▸ ACTION ITEM: Determine the number of lines in the data that include the word "Give", and write only that number.

THE INPUT START

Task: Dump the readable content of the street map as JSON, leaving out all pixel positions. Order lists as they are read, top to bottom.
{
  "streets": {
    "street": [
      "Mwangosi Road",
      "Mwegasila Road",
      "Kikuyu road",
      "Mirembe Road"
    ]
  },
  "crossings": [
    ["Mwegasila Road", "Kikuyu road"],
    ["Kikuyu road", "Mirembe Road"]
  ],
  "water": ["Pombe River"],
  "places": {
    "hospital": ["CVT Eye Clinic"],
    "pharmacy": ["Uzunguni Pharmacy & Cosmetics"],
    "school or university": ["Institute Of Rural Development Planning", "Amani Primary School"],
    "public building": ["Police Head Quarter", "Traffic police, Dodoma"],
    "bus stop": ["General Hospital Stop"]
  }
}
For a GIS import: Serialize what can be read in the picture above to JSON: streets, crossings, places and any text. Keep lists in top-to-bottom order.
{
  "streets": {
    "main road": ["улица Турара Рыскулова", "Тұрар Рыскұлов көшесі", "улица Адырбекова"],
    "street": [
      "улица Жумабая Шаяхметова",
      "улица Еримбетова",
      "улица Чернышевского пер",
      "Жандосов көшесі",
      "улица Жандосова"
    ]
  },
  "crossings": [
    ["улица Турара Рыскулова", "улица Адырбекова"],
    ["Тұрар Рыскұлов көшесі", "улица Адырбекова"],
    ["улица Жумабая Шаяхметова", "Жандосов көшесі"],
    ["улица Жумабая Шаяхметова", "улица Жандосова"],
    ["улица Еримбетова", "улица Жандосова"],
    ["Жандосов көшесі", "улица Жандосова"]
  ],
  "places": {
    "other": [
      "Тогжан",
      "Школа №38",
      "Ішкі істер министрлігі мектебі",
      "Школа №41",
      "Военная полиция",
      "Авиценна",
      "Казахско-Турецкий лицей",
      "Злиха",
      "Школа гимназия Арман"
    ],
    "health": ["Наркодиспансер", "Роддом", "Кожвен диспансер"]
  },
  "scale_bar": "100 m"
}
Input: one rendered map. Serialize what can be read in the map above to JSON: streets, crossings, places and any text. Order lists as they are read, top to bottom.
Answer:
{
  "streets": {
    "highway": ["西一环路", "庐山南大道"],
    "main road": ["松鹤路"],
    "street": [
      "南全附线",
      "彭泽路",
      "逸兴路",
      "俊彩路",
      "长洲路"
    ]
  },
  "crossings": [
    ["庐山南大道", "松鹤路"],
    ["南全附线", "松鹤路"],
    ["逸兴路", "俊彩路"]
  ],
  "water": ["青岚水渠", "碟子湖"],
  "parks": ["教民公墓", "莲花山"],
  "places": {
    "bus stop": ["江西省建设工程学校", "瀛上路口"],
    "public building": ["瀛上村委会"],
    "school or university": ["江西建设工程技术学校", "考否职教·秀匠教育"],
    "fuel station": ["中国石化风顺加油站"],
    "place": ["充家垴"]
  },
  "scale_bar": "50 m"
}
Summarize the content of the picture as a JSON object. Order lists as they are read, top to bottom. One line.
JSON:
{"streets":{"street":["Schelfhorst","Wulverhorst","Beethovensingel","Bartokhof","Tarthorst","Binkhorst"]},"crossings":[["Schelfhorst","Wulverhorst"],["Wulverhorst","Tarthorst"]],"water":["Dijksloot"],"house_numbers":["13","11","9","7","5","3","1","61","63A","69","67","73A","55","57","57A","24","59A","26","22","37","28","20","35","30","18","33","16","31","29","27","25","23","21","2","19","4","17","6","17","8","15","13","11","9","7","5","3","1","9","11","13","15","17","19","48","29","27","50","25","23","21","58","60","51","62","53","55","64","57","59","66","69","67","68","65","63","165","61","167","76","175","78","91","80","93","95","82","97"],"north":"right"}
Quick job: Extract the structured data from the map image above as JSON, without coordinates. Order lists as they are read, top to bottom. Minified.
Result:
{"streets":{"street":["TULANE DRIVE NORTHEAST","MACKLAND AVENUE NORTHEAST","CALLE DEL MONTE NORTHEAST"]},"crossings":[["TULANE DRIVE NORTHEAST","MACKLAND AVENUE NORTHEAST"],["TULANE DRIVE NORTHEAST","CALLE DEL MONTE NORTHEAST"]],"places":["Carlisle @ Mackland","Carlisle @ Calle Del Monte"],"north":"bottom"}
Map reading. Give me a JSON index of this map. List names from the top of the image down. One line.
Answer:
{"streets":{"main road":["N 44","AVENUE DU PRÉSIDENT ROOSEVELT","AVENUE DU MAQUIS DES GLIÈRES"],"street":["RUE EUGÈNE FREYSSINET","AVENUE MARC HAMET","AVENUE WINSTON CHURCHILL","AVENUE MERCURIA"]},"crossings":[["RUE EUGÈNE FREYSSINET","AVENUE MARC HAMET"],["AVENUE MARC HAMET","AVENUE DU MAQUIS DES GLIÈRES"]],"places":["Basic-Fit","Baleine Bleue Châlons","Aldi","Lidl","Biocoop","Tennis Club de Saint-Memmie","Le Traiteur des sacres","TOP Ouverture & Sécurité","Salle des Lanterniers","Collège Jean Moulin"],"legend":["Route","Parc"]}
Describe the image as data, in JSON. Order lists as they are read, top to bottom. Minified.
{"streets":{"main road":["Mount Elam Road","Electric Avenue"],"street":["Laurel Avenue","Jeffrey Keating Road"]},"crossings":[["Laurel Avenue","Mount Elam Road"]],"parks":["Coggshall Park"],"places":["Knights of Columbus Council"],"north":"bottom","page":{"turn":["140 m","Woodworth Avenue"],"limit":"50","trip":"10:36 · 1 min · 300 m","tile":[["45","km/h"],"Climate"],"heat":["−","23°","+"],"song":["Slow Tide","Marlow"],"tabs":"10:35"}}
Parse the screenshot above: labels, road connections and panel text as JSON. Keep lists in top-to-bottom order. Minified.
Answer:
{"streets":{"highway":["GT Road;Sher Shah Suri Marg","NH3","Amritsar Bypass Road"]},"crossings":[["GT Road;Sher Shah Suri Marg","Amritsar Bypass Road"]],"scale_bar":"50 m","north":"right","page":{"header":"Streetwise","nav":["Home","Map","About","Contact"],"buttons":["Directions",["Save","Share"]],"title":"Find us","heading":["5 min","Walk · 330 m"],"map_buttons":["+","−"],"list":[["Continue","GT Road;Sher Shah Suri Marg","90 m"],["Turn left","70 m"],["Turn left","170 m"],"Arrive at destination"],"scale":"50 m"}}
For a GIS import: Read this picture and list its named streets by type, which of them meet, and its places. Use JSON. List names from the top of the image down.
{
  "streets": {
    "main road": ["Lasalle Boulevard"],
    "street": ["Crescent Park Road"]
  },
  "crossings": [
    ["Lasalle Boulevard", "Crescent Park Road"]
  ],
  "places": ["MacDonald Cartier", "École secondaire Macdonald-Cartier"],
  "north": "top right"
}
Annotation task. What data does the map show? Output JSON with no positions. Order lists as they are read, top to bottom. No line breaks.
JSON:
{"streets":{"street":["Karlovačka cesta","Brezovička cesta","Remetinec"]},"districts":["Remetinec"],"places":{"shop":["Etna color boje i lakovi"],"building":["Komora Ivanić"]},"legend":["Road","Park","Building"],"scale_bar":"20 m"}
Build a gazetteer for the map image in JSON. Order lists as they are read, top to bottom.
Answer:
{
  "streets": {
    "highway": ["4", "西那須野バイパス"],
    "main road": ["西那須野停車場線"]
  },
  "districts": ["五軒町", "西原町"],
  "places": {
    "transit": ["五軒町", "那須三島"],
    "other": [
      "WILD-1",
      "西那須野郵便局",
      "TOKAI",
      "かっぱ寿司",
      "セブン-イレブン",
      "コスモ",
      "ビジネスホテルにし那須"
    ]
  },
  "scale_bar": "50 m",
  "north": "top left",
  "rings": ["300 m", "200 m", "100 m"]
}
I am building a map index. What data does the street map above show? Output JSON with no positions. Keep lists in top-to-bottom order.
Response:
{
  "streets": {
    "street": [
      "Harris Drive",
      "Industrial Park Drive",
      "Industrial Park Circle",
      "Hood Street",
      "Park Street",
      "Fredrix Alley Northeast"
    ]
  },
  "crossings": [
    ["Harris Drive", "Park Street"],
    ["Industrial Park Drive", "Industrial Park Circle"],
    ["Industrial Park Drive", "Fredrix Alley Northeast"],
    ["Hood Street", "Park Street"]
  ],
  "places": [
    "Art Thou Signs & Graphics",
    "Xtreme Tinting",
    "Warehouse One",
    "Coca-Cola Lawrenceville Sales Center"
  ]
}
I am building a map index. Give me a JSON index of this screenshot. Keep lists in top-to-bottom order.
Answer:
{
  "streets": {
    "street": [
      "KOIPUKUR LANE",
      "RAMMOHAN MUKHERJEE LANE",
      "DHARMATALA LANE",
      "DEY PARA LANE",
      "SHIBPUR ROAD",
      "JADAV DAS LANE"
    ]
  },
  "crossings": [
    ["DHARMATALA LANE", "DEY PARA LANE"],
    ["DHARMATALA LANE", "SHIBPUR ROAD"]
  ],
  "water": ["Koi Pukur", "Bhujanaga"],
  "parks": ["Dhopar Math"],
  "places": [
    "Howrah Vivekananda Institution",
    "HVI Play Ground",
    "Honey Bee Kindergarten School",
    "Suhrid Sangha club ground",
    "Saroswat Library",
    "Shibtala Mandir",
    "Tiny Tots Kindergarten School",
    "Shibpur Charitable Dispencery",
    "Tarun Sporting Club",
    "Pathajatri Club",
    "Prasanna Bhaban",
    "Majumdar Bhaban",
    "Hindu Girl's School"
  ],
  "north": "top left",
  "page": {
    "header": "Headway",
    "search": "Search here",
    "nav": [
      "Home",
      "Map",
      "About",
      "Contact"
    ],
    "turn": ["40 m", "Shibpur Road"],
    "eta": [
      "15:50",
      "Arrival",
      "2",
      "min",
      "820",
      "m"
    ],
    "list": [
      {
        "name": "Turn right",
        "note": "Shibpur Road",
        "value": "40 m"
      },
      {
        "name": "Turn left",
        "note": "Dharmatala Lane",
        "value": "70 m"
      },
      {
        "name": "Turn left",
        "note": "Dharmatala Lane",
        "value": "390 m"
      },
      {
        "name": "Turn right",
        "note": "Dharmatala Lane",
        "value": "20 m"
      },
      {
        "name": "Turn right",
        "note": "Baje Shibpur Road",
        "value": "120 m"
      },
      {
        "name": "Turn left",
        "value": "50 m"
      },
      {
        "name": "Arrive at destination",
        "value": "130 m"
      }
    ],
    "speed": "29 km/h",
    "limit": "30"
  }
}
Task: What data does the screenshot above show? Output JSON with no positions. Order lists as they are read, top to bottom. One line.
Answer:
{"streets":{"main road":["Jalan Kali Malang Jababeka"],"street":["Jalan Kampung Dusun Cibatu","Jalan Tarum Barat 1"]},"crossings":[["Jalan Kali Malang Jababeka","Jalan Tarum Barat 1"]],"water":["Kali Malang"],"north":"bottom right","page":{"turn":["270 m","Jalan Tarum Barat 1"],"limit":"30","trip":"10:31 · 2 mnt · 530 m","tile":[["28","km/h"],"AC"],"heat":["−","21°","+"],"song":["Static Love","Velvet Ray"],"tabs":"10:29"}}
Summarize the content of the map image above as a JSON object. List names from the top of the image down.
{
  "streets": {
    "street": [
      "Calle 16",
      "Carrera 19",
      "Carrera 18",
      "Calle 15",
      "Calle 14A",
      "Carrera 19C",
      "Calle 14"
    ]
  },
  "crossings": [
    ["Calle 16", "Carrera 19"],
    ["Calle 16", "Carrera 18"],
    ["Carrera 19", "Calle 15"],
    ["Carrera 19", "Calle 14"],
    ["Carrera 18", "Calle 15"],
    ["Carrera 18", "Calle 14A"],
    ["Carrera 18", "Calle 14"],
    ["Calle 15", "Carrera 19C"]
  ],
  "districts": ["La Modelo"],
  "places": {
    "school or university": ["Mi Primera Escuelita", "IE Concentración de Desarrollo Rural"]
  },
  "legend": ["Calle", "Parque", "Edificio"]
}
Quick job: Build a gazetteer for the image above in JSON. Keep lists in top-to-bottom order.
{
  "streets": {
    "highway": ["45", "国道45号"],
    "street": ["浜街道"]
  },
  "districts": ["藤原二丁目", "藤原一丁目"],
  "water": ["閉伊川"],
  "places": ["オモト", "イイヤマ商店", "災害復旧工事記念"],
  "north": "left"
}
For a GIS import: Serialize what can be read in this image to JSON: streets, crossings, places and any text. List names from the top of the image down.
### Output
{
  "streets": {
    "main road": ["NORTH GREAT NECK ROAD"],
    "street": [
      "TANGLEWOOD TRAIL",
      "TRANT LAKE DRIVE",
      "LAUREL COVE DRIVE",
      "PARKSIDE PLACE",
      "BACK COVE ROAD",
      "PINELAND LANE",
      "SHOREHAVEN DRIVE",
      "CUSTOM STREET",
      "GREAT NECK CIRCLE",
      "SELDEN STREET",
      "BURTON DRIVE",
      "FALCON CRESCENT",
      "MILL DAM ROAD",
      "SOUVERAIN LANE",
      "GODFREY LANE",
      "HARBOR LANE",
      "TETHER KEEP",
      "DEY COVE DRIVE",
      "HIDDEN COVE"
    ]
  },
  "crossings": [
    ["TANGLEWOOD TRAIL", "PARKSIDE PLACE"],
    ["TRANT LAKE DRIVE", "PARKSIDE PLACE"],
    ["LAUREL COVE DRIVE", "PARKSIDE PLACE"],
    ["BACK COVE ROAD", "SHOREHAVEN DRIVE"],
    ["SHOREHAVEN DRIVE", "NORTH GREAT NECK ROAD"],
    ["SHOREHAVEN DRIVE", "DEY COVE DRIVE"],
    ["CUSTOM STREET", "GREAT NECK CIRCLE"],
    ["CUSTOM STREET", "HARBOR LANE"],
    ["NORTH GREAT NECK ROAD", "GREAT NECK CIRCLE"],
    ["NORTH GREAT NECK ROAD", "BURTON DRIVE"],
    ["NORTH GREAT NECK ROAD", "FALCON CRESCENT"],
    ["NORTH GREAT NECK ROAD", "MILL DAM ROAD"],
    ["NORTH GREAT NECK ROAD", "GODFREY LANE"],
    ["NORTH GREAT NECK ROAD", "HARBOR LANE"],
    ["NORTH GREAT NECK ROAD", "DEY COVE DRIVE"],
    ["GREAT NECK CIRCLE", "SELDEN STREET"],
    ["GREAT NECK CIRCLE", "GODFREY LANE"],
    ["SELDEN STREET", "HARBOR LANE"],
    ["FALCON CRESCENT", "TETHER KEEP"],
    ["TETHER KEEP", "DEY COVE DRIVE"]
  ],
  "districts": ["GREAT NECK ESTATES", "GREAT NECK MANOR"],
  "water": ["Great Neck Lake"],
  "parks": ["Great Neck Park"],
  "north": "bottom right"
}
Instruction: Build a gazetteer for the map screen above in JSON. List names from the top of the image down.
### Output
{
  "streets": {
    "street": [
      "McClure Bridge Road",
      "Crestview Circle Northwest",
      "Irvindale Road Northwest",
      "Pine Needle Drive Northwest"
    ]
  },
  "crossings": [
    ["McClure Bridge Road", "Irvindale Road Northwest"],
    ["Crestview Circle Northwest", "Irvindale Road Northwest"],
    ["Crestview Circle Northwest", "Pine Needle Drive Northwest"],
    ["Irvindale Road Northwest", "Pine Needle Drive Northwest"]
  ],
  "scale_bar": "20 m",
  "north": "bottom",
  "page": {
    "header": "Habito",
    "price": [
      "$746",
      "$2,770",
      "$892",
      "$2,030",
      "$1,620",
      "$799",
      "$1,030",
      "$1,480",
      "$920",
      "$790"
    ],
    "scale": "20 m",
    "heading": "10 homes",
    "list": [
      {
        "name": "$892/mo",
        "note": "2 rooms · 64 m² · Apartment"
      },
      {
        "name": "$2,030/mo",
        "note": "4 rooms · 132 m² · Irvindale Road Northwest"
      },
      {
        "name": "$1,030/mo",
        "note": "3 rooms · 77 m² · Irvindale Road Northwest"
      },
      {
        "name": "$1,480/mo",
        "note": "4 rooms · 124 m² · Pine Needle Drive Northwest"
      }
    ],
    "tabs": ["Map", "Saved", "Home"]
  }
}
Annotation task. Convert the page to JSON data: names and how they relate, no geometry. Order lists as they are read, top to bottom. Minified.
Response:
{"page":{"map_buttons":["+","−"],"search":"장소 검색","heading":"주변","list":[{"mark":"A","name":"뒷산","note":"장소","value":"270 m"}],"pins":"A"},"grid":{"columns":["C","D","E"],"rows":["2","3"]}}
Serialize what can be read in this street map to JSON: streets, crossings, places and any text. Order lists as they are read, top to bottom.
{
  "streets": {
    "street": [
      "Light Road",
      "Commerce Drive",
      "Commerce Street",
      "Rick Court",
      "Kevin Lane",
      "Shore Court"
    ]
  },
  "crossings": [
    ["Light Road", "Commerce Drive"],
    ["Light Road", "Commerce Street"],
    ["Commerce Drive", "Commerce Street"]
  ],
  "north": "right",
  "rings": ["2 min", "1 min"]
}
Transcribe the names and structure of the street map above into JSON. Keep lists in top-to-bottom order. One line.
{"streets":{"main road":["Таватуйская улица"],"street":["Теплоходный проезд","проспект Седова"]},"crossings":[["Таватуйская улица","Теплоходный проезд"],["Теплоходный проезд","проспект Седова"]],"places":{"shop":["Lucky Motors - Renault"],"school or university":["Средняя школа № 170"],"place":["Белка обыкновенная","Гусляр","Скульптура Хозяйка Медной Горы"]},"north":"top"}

THE INPUT END

▸ ANSWER FOR THE TASK: 2